* RECORDS FOR THE EXERCISE:
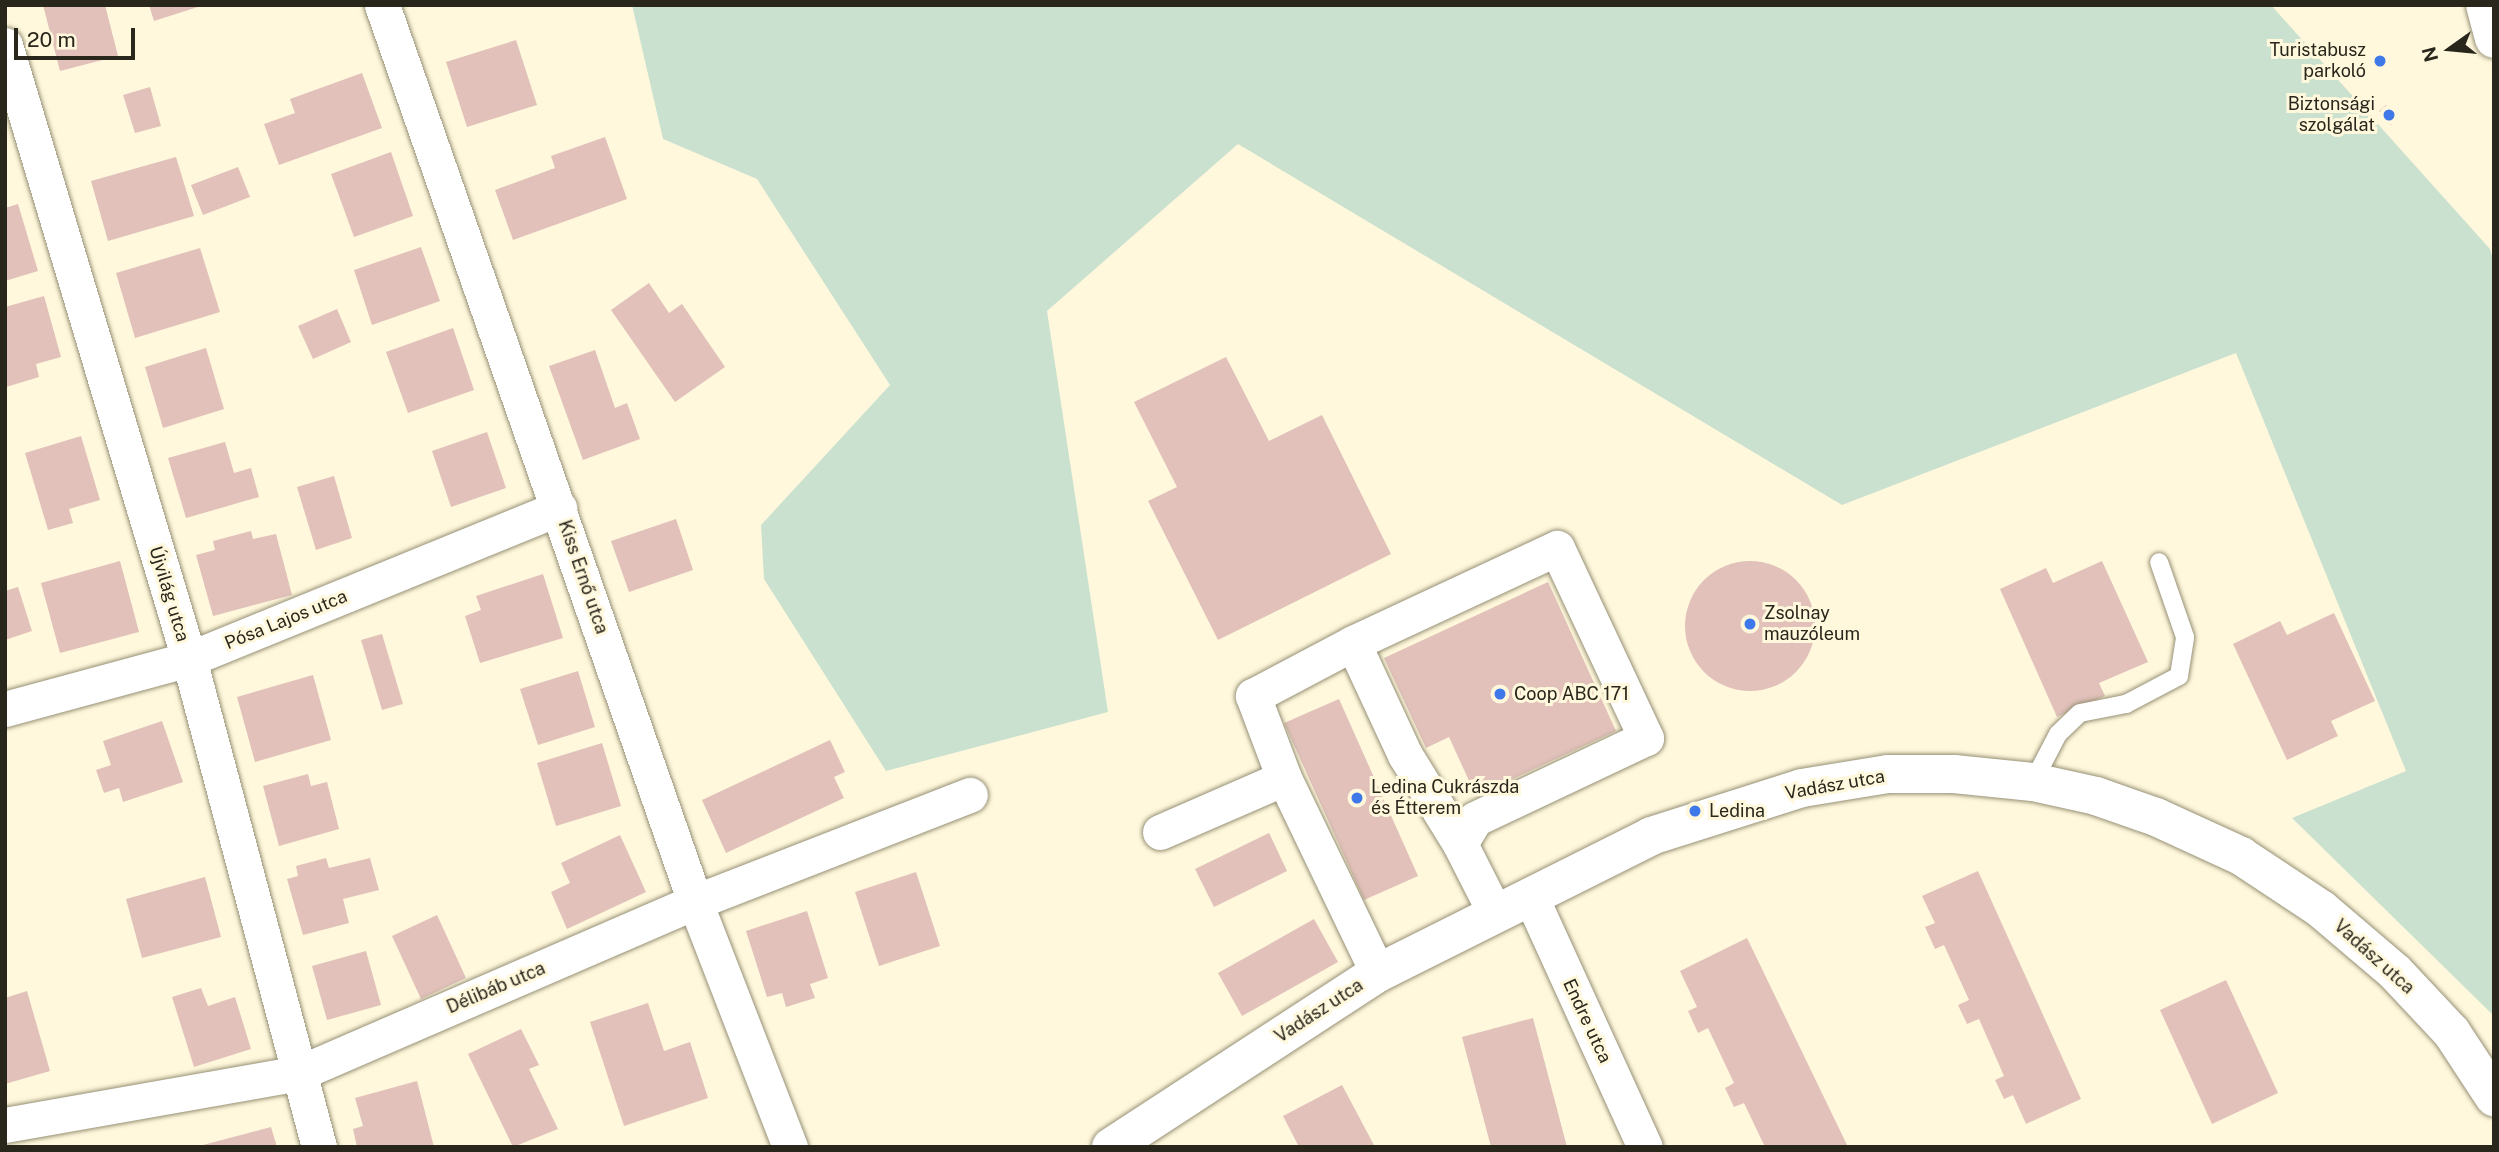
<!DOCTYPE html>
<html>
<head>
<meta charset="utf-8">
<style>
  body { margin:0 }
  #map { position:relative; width:2499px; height:1152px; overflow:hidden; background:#fff8dc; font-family:"Public Sans",sans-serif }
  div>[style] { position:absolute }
  .green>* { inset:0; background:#cbe1cf }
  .building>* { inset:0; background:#e1c1ba }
  .round { border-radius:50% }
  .roads { filter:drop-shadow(0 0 2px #969076) drop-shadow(0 0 2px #969076) }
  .service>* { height:18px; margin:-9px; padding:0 9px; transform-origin:9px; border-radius:9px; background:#fff }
  .minor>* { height:35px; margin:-17.5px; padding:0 17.5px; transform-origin:17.5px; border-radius:17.5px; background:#fff }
  .tertiary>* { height:38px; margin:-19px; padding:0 19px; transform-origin:19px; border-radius:19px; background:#fff }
  .dots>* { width:19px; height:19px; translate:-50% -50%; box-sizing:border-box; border:4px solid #fff8dc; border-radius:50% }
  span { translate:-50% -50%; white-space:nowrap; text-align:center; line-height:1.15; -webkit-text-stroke:6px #fff8dc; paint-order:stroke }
  .poi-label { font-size:18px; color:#29261c }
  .right { translate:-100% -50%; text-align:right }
  .left { translate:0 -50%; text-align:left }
  .street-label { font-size:18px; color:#29261c }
  .frame { position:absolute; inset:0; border:7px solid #29261c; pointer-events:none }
  .north { position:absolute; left:2415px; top:14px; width:70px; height:70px; -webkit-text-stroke:5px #fff8dc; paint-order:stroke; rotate:255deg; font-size:19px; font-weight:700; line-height:28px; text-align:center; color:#29261c }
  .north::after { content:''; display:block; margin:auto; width:24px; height:32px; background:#29261c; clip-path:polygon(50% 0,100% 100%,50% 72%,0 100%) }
  .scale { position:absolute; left:14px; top:28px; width:121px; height:32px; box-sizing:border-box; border:4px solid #29261c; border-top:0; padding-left:9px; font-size:21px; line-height:24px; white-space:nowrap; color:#29261c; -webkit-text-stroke:5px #fff8dc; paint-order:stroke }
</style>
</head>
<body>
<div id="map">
  <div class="green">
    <div style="clip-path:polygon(632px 5px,2271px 5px,2490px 249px,2494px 263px,2494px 1016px,2292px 818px,2406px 771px,2236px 353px,1842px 505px,1238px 144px,1047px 311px,1108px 712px,886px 771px,764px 579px,761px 525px,890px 385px,757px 179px,663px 139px)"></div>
  </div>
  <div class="building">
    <div style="clip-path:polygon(43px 5px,105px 5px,118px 56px,60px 71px)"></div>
    <div style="clip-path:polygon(149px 5px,200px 5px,201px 6px,154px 21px)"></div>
    <div style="clip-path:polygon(516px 40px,537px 105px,467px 127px,446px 62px)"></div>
    <div style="clip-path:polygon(362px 73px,382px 128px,279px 165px,264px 124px,295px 113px,290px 99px)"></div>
    <div style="clip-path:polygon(150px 87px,161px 126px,135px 133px,123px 95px)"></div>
    <div style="clip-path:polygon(2386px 105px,2398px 118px,2391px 125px,2379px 111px)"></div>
    <div style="clip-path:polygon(605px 137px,627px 199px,513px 240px,495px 190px,555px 168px,551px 156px)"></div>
    <div style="clip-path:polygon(391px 152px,413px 216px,354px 237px,331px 174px)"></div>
    <div style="clip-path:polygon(176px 157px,194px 216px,108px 241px,91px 181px)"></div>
    <div style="clip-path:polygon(238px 167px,250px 197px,203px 215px,191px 185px)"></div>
    <div style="clip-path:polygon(18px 204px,38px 271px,5px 281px,5px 208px)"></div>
    <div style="clip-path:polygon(421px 247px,440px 301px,372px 325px,354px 270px)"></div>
    <div style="clip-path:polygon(200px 248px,220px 312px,135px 338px,116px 273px)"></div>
    <div style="clip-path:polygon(649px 283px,669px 313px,682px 304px,725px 367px,675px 402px,611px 310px)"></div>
    <div style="clip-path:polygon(44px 296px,61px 357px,36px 364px,39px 377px,6px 387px,5px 307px)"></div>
    <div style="clip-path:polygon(337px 309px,351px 342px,313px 359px,298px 326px)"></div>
    <div style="clip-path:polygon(453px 328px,474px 390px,408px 413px,386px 352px)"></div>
    <div style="clip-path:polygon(206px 348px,224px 409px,163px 428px,145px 367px)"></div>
    <div style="clip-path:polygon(595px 350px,615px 408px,627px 403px,640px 439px,583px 460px,549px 366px)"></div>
    <div style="clip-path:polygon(1226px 357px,1269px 441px,1322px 415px,1391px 554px,1218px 640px,1148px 501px,1177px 487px,1134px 402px)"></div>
    <div style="clip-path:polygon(487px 432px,506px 488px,451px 507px,432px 451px)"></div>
    <div style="clip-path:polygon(81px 436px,100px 500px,69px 509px,73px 523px,48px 530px,25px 453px)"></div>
    <div style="clip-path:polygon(225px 442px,234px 473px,251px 468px,259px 497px,186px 518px,168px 458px)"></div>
    <div style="clip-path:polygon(334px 476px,352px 538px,316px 550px,297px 487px)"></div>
    <div style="clip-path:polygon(676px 519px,693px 570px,629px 592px,611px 541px)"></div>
    <div style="clip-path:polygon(251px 531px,253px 539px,276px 534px,292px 595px,213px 616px,196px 555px,215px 550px,213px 541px)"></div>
    <div class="round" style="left:1685px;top:561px;width:130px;height:130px"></div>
    <div style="clip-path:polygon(120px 561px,139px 632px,60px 653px,41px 583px)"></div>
    <div style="clip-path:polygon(2102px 561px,2148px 662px,2099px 683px,2105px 696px,2057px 717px,2000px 589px,2046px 568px,2053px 583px)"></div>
    <div style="clip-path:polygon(543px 574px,563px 638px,480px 663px,465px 616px,481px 610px,476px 596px)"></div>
    <div style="clip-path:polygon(1548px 582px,1616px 731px,1476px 796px,1449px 737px,1426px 748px,1384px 658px)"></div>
    <div style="clip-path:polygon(18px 587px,32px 631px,5px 640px,5px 591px)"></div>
    <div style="clip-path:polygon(2334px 613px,2375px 701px,2331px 721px,2338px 736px,2287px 760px,2233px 644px,2280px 621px,2287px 635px)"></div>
    <div style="clip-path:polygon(382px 634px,403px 704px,382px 710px,361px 640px)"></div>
    <div style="clip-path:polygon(578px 671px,595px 727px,538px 745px,520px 689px)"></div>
    <div style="clip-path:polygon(313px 675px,331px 740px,255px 762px,237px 697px)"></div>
    <div style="clip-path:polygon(1339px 699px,1418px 876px,1364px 900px,1284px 723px)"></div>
    <div style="clip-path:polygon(162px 721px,183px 782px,123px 802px,119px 788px,104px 793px,96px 770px,111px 765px,103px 741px)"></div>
    <div style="clip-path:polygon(830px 740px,845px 772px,834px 777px,844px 798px,726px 853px,702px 800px)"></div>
    <div style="clip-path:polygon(602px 743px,621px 806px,556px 826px,537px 763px)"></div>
    <div style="clip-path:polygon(308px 774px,311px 786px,327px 782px,339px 829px,279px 846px,263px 786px)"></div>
    <div style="clip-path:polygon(1269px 833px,1287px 871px,1214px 907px,1195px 869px)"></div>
    <div style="clip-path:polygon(620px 835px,646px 892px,567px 929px,551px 892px,570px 883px,561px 863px)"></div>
    <div style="clip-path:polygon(326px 858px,329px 868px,370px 858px,379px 890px,343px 899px,349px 923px,303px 935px,287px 879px,298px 876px,296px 866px)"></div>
    <div style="clip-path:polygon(1978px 871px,2081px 1099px,2026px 1124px,2013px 1095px,2004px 1099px,1995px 1080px,2004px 1076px,1979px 1019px,1967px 1024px,1958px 1005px,1969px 1000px,1944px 945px,1935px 949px,1925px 927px,1935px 923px,1922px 896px)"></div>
    <div style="clip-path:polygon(916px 872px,940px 946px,879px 966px,855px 892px)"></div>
    <div style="clip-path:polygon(205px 877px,221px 937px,142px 958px,126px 899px)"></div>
    <div style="clip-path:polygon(807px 911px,828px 978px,810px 984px,815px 998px,786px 1007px,782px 993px,767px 997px,746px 931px)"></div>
    <div style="clip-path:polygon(437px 915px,466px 978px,421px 999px,392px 936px)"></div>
    <div style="clip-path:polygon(1314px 919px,1338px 962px,1242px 1016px,1218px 973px)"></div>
    <div style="clip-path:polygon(1747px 938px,1848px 1147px,1765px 1147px,1744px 1103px,1734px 1107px,1725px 1088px,1734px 1083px,1708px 1028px,1698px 1033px,1688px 1011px,1697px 1007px,1680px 971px)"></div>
    <div style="clip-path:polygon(366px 951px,381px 1005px,327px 1020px,312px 966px)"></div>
    <div style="clip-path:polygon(2226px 980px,2278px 1093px,2212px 1124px,2160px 1010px)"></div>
    <div style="clip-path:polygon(201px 988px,208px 1006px,235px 997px,251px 1049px,194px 1067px,172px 997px)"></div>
    <div style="clip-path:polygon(27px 991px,50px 1071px,5px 1084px,5px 998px)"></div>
    <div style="clip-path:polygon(648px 1003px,664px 1051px,690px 1042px,708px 1098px,624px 1126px,590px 1022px)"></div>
    <div style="clip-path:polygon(1533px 1018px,1567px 1147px,1491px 1147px,1462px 1037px)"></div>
    <div style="clip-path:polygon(521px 1029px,539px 1065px,529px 1069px,558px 1129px,513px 1147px,468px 1054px)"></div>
    <div style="clip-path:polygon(417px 1081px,434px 1147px,357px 1147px,353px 1129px,363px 1126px,355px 1098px)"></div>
    <div style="clip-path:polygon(1342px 1085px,1375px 1147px,1299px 1147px,1283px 1116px)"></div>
    <div style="clip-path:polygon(271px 1127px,277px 1147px,199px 1147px,199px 1146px)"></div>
  </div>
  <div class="roads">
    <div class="service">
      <div style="left:2033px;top:782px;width:54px;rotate:-62.5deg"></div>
      <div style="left:2058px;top:734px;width:30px;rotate:-44deg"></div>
      <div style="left:2080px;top:713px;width:47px;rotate:-11.1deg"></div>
      <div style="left:2126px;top:704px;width:60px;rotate:-27.8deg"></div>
      <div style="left:2179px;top:676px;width:39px;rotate:-81deg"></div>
      <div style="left:2185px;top:637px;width:79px;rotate:-109.1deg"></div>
    </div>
    <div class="minor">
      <div style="left:382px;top:5px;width:950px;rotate:70.76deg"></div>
      <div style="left:695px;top:902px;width:263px;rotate:68.8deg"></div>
      <div style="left:5px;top:45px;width:641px;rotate:73.32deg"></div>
      <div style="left:189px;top:659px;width:505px;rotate:75.08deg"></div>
      <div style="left:5px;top:709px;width:191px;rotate:-15.2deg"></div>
      <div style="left:189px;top:659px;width:400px;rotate:-22.2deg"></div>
      <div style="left:1284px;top:778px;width:216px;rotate:64.3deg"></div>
      <div style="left:1160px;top:832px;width:135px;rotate:-23.5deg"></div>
      <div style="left:1284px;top:778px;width:88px;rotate:-110.7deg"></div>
      <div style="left:1253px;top:696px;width:113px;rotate:-27.9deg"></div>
      <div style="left:1460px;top:844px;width:105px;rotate:-121.7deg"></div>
      <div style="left:1405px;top:755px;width:123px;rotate:-114.9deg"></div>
      <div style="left:1353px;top:643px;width:225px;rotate:-25deg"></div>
      <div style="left:1557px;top:548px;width:210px;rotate:64.9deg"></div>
      <div style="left:1646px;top:738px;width:189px;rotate:154.7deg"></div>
      <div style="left:1475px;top:819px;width:29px;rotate:121deg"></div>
      <div style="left:1460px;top:844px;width:77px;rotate:63.1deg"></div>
      <div style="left:1530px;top:895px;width:277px;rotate:65.5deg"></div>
      <div style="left:5px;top:1125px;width:299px;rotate:-10deg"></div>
      <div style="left:299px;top:1073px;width:431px;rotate:-23.4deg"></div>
      <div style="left:695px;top:902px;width:295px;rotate:-21.3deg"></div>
    </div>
    <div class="tertiary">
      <div style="left:2485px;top:5px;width:35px;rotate:75deg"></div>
      <div style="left:1111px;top:1147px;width:319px;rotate:-33.1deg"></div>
      <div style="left:1378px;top:973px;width:305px;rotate:-26.6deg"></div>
      <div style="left:1651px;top:836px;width:158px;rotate:-17.6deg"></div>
      <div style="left:1802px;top:788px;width:87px;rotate:-9.2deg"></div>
      <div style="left:1888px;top:774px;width:66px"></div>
      <div style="left:1954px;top:774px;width:79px;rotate:5.8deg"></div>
      <div style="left:2033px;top:782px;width:65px;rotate:12.5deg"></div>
      <div style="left:2096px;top:796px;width:64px;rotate:19.3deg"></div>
      <div style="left:2156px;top:817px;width:94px;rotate:24.6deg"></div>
      <div style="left:2241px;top:856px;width:96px;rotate:33.5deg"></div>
      <div style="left:2321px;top:909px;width:97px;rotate:40.4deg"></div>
      <div style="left:2395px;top:972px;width:83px;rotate:46.9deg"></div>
      <div style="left:2452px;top:1033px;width:77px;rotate:56.7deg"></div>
    </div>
  </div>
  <div class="dots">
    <div style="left:2380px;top:61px;background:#3f78e8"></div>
    <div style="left:2389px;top:115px;background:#3f78e8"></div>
    <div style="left:1750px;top:624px;background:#3f78e8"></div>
    <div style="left:1500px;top:694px;background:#3f78e8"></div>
    <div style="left:1357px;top:798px;background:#3f78e8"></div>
    <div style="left:1695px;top:811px;background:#3f78e8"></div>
  </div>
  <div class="poi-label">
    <span class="right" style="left:2366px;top:61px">Turistabusz<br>parkoló</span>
    <span class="right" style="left:2375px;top:115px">Biztonsági<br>szolgálat</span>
    <span class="left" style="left:1764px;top:624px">Zsolnay<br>mauzóleum</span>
    <span class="left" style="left:1514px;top:694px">Coop ABC 171</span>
    <span class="left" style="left:1371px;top:798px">Ledina Cukrászda<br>és Étterem</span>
    <span class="left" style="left:1709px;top:811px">Ledina</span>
  </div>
  <div class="street-label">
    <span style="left:583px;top:577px;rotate:71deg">Kiss Ernő utca</span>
    <span style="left:169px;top:594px;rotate:73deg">Újvilág utca</span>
    <span style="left:286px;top:620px;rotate:-22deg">Pósa Lajos utca</span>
    <span style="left:1835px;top:785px;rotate:-10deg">Vadász utca</span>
    <span style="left:2374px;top:957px;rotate:42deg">Vadász utca</span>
    <span style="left:496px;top:988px;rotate:-23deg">Délibáb utca</span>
    <span style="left:1319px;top:1011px;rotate:-33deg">Vadász utca</span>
    <span style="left:1587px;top:1021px;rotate:65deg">Endre utca</span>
  </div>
  <div class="frame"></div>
  <div class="north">N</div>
  <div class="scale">20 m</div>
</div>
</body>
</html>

* TASK INSTRUCTIONS: Everything from the opening line of the data through the line with "position:absolute; left:2415px; top:14px;" should be repeated exactly; leave the pictures out.

* ANSWER SECTION:
<!DOCTYPE html>
<html>
<head>
<meta charset="utf-8">
<style>
  body { margin:0 }
  #map { position:relative; width:2499px; height:1152px; overflow:hidden; background:#fff8dc; font-family:"Public Sans",sans-serif }
  div>[style] { position:absolute }
  .green>* { inset:0; background:#cbe1cf }
  .building>* { inset:0; background:#e1c1ba }
  .round { border-radius:50% }
  .roads { filter:drop-shadow(0 0 2px #969076) drop-shadow(0 0 2px #969076) }
  .service>* { height:18px; margin:-9px; padding:0 9px; transform-origin:9px; border-radius:9px; background:#fff }
  .minor>* { height:35px; margin:-17.5px; padding:0 17.5px; transform-origin:17.5px; border-radius:17.5px; background:#fff }
  .tertiary>* { height:38px; margin:-19px; padding:0 19px; transform-origin:19px; border-radius:19px; background:#fff }
  .dots>* { width:19px; height:19px; translate:-50% -50%; box-sizing:border-box; border:4px solid #fff8dc; border-radius:50% }
  span { translate:-50% -50%; white-space:nowrap; text-align:center; line-height:1.15; -webkit-text-stroke:6px #fff8dc; paint-order:stroke }
  .poi-label { font-size:18px; color:#29261c }
  .right { translate:-100% -50%; text-align:right }
  .left { translate:0 -50%; text-align:left }
  .street-label { font-size:18px; color:#29261c }
  .frame { position:absolute; inset:0; border:7px solid #29261c; pointer-events:none }
  .north { position:absolute; left:2415px; top:14px; width:70px; height:70px; -webkit-text-stroke:5px #fff8dc; paint-order:stroke; rotate:255deg; font-size:19px; font-weight:700; line-height:28px; text-align:center; color:#29261c }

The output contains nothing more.